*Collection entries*
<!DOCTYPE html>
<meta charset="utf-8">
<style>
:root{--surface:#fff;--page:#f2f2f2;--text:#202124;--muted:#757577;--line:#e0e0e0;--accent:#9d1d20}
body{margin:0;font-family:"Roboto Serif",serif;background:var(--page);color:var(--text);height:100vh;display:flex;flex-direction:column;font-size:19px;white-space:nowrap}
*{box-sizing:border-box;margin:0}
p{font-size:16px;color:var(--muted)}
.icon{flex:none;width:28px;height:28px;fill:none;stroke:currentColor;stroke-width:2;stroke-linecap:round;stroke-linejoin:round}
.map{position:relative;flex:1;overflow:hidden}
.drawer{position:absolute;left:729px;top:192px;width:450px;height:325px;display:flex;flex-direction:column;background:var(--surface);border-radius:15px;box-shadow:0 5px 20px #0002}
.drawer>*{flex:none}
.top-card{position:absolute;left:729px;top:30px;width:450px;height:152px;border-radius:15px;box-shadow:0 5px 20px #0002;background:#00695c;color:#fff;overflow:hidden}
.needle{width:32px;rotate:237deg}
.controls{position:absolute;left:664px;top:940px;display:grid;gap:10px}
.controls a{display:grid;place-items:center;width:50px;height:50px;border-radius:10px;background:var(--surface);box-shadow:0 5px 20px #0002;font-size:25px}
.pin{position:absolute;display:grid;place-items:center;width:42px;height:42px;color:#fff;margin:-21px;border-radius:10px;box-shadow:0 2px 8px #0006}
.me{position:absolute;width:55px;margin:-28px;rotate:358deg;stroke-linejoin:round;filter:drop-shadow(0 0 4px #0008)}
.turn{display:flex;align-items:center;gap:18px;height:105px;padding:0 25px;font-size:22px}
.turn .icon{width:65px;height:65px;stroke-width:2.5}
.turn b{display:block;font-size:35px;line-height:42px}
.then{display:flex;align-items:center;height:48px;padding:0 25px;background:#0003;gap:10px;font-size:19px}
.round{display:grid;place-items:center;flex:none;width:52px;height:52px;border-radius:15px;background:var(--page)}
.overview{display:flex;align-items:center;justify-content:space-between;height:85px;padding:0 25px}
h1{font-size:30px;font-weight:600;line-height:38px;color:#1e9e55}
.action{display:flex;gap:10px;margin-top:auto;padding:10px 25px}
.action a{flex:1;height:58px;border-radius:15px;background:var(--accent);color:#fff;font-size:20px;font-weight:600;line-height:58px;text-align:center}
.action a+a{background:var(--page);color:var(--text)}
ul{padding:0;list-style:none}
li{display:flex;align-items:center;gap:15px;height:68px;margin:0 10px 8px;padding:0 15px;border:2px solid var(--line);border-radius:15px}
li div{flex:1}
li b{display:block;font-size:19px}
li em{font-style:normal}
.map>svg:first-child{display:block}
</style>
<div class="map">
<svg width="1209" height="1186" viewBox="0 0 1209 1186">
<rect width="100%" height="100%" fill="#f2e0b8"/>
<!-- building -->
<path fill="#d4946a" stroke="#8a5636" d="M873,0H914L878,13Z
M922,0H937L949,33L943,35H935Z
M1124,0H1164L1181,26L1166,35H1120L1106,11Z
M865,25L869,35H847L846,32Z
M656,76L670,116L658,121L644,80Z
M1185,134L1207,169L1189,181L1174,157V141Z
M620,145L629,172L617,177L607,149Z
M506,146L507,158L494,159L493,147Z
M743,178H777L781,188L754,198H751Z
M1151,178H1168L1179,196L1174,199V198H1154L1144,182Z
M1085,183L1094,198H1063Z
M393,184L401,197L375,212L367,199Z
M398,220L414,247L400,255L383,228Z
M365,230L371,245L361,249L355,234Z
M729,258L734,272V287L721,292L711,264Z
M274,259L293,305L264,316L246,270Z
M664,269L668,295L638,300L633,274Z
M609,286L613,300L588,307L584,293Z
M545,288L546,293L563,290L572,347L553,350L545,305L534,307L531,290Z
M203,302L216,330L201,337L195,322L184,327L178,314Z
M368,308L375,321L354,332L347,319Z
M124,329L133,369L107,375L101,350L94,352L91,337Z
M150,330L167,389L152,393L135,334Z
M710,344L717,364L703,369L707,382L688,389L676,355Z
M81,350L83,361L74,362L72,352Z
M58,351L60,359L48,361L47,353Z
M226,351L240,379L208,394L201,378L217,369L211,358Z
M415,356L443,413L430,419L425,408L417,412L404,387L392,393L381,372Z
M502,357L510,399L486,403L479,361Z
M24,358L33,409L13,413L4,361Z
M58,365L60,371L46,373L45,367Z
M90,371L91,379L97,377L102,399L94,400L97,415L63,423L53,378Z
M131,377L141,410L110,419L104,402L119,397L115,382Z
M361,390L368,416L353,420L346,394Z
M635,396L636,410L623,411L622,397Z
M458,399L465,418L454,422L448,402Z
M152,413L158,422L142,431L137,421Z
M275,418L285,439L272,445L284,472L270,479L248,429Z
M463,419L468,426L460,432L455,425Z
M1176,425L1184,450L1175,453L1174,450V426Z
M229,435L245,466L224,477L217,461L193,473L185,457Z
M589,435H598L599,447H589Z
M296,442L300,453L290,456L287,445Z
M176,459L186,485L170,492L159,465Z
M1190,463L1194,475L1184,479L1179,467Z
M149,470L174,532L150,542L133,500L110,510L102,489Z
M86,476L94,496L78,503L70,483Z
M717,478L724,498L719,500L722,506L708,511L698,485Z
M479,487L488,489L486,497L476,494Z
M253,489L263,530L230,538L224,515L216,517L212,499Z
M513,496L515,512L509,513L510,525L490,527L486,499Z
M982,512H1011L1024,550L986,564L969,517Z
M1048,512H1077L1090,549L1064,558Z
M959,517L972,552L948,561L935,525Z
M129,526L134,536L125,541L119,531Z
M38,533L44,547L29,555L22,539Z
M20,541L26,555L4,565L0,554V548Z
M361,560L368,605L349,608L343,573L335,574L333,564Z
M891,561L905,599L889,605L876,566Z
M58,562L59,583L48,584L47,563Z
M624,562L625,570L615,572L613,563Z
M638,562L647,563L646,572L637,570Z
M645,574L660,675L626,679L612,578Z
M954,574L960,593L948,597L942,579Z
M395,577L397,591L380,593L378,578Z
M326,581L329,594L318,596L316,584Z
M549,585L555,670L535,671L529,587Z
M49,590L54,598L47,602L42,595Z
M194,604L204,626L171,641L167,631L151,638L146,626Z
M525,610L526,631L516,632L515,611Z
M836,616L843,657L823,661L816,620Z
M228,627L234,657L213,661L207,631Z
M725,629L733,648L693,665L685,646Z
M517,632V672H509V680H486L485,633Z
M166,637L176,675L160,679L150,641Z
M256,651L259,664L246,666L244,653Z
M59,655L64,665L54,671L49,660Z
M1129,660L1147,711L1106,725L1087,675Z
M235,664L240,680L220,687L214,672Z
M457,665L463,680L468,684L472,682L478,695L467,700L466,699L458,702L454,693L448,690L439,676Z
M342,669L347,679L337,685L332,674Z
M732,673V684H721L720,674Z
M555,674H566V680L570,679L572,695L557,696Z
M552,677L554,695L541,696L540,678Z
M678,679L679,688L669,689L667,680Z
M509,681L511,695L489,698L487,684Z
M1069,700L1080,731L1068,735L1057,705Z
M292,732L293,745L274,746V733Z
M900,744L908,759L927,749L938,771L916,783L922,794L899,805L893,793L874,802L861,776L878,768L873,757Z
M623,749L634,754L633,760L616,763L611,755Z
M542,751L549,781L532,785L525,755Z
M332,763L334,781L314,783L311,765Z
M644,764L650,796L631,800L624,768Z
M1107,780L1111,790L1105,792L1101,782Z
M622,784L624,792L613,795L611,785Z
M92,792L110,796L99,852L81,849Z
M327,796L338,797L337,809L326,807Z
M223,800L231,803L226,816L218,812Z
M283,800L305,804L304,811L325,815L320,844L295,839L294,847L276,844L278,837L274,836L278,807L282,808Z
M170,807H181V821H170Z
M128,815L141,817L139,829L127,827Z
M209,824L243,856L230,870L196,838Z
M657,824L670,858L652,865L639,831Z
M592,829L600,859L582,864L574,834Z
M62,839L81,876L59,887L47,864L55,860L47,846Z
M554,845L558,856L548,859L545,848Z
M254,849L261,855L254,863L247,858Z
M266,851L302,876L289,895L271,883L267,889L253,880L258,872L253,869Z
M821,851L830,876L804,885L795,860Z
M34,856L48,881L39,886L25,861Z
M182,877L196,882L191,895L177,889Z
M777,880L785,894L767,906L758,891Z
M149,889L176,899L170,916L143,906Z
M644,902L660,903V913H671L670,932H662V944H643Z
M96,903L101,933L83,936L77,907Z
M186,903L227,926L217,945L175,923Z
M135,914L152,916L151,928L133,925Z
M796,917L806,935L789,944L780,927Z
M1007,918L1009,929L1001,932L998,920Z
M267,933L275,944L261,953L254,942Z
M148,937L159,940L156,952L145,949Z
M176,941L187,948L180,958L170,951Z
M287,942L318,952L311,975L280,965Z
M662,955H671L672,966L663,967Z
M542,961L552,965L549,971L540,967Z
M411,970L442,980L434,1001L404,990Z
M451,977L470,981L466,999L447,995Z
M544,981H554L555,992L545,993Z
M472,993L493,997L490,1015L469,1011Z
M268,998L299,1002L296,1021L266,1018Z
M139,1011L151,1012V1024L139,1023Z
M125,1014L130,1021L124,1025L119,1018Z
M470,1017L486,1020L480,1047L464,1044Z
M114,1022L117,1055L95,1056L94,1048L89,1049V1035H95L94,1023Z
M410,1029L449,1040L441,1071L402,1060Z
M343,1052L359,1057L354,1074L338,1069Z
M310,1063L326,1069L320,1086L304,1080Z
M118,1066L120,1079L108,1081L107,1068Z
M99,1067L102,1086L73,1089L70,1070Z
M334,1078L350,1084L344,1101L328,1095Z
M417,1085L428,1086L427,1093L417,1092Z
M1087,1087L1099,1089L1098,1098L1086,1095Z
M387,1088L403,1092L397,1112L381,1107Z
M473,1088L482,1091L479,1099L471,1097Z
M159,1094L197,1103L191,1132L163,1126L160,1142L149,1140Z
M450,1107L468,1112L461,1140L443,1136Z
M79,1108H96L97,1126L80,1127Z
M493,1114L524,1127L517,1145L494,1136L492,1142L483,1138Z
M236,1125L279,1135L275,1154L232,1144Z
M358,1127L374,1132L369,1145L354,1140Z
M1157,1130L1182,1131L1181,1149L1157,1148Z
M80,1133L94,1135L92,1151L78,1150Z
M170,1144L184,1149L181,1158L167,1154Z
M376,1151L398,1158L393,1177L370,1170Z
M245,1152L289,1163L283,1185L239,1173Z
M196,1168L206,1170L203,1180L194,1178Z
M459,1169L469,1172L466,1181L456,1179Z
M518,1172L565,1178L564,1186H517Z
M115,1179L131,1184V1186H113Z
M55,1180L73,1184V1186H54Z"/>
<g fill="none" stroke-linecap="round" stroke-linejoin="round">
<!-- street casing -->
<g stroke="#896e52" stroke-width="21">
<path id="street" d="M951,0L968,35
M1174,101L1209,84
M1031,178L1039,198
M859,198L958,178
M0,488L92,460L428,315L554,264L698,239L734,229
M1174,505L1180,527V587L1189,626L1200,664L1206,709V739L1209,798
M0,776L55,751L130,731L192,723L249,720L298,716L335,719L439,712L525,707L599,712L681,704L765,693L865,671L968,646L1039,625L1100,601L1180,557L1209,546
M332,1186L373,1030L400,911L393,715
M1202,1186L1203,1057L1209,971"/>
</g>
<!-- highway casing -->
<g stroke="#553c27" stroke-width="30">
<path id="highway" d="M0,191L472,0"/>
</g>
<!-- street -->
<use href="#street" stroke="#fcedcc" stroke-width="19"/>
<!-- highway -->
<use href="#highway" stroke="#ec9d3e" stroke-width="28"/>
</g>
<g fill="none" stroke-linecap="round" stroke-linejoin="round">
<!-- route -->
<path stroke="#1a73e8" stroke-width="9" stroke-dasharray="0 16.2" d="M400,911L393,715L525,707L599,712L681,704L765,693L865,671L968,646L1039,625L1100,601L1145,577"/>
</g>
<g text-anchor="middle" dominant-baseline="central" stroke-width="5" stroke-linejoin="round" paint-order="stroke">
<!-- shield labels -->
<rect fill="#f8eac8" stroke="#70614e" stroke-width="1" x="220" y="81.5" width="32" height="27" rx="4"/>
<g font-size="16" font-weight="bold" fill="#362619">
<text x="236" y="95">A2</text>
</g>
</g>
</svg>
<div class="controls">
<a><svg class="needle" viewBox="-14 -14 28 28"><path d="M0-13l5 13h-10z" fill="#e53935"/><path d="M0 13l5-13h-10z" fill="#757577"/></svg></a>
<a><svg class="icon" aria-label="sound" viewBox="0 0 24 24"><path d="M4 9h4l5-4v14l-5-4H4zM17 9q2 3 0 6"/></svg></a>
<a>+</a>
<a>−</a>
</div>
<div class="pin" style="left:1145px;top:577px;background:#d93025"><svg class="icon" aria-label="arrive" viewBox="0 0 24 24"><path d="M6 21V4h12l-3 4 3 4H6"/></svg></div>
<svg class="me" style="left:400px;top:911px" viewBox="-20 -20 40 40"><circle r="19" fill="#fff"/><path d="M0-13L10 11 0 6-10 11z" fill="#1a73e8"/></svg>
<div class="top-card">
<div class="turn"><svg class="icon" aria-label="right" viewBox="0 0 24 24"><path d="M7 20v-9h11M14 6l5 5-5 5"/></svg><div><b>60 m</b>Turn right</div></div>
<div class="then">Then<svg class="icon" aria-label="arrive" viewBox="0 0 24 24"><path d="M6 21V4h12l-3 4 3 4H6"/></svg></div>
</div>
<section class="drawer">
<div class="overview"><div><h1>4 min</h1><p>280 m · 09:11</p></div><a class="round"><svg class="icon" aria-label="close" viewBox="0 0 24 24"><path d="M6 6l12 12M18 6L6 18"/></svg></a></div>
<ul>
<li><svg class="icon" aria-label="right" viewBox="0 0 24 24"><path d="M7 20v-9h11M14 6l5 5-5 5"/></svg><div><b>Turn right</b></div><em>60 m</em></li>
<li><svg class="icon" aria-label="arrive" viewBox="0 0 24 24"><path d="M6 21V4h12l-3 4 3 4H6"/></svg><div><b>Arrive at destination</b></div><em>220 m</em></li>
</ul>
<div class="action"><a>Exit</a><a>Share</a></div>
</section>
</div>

*Your objective*
Copy range, inclusive: the line holding "M1157,1130L1182,1131L1181,1149L1157,1148Z" to the line holding "<!-- route -->". Reproduce exactly those lines of the records above and no others.

*Exercise result*
M1157,1130L1182,1131L1181,1149L1157,1148Z
M80,1133L94,1135L92,1151L78,1150Z
M170,1144L184,1149L181,1158L167,1154Z
M376,1151L398,1158L393,1177L370,1170Z
M245,1152L289,1163L283,1185L239,1173Z
M196,1168L206,1170L203,1180L194,1178Z
M459,1169L469,1172L466,1181L456,1179Z
M518,1172L565,1178L564,1186H517Z
M115,1179L131,1184V1186H113Z
M55,1180L73,1184V1186H54Z"/>
<g fill="none" stroke-linecap="round" stroke-linejoin="round">
<!-- street casing -->
<g stroke="#896e52" stroke-width="21">
<path id="street" d="M951,0L968,35
M1174,101L1209,84
M1031,178L1039,198
M859,198L958,178
M0,488L92,460L428,315L554,264L698,239L734,229
M1174,505L1180,527V587L1189,626L1200,664L1206,709V739L1209,798
M0,776L55,751L130,731L192,723L249,720L298,716L335,719L439,712L525,707L599,712L681,704L765,693L865,671L968,646L1039,625L1100,601L1180,557L1209,546
M332,1186L373,1030L400,911L393,715
M1202,1186L1203,1057L1209,971"/>
</g>
<!-- highway casing -->
<g stroke="#553c27" stroke-width="30">
<path id="highway" d="M0,191L472,0"/>
</g>
<!-- street -->
<use href="#street" stroke="#fcedcc" stroke-width="19"/>
<!-- highway -->
<use href="#highway" stroke="#ec9d3e" stroke-width="28"/>
</g>
<g fill="none" stroke-linecap="round" stroke-linejoin="round">
<!-- route -->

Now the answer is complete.